_DATA RECORDS_:
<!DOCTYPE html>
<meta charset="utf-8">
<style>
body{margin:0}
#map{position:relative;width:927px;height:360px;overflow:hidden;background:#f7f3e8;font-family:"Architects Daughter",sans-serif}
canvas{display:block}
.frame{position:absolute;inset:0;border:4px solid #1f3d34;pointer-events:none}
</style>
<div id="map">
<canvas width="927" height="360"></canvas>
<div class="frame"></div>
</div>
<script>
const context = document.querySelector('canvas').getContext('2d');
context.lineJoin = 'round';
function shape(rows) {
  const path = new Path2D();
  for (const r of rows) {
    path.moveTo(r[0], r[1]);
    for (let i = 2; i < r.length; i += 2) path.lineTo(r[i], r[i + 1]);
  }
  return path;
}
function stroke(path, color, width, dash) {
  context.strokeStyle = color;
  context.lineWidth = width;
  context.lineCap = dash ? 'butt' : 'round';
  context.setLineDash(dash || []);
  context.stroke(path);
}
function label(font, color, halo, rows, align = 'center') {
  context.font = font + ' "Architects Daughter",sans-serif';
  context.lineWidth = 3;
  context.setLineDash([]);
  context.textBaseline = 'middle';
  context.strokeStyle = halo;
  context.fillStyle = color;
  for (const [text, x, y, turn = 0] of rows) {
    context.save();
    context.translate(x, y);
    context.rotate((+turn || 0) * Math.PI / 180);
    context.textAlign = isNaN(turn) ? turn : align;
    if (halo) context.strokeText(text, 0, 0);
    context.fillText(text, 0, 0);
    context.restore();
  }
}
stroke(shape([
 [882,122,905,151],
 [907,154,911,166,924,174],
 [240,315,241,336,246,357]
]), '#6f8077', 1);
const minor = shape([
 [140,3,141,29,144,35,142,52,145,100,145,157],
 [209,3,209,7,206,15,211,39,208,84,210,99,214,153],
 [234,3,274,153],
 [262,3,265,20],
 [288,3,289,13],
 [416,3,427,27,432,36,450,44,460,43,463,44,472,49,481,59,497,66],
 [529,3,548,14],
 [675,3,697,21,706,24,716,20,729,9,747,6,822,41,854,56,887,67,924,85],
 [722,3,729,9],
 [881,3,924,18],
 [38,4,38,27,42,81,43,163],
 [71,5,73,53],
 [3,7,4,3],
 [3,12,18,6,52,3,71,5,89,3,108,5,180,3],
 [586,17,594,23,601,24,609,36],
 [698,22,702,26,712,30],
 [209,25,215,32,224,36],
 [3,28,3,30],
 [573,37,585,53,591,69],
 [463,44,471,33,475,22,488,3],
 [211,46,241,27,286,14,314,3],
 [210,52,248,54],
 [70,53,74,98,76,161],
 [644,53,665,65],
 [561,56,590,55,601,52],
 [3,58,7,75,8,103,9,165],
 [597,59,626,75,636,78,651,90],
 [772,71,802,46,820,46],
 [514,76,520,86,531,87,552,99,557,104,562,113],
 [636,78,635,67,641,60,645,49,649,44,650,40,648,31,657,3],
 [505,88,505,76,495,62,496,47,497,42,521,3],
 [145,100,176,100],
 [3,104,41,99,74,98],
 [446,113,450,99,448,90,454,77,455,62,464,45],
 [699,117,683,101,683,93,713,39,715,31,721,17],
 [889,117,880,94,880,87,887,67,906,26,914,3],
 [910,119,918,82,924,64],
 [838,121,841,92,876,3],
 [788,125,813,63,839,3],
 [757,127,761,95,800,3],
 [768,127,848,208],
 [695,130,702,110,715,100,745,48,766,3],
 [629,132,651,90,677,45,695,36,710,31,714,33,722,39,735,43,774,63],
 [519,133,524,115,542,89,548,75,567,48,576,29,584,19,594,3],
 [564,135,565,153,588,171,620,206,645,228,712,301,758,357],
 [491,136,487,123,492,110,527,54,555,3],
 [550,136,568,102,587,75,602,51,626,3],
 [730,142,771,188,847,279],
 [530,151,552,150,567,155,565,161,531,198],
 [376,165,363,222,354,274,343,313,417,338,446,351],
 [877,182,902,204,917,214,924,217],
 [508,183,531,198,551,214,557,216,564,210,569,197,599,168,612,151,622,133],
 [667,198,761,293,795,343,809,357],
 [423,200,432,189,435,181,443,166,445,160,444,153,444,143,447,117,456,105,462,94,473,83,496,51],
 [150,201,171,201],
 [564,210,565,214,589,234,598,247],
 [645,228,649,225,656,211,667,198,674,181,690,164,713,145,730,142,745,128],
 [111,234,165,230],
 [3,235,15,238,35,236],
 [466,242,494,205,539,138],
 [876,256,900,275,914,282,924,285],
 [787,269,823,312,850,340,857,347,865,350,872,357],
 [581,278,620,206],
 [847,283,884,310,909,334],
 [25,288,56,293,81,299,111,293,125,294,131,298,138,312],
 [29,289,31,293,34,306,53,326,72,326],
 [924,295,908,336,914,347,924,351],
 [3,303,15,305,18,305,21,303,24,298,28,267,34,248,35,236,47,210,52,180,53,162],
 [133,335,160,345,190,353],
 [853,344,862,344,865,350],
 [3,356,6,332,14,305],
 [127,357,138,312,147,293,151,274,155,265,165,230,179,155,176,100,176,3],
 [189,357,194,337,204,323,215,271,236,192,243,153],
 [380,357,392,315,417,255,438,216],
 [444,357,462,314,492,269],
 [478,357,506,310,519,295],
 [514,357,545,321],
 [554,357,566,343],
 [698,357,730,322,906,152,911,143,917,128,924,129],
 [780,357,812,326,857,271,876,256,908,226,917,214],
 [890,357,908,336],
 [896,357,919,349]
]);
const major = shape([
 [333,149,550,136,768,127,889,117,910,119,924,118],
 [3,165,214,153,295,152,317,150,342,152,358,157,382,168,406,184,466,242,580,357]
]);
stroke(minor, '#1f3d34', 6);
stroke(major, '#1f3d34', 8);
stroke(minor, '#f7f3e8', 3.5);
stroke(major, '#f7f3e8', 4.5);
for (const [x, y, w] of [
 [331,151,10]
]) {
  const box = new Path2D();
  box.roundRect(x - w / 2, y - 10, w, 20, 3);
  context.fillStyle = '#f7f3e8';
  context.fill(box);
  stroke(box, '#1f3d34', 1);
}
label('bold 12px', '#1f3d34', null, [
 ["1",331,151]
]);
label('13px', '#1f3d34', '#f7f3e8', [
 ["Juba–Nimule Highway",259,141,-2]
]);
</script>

_EXERCISE DESCRIPTION_:
Wherever a line in the entries above holds "fillStyle", copy that line.

_YOUR RESPONSE_:
  context.fillStyle = color;
  context.fillStyle = '#f7f3e8';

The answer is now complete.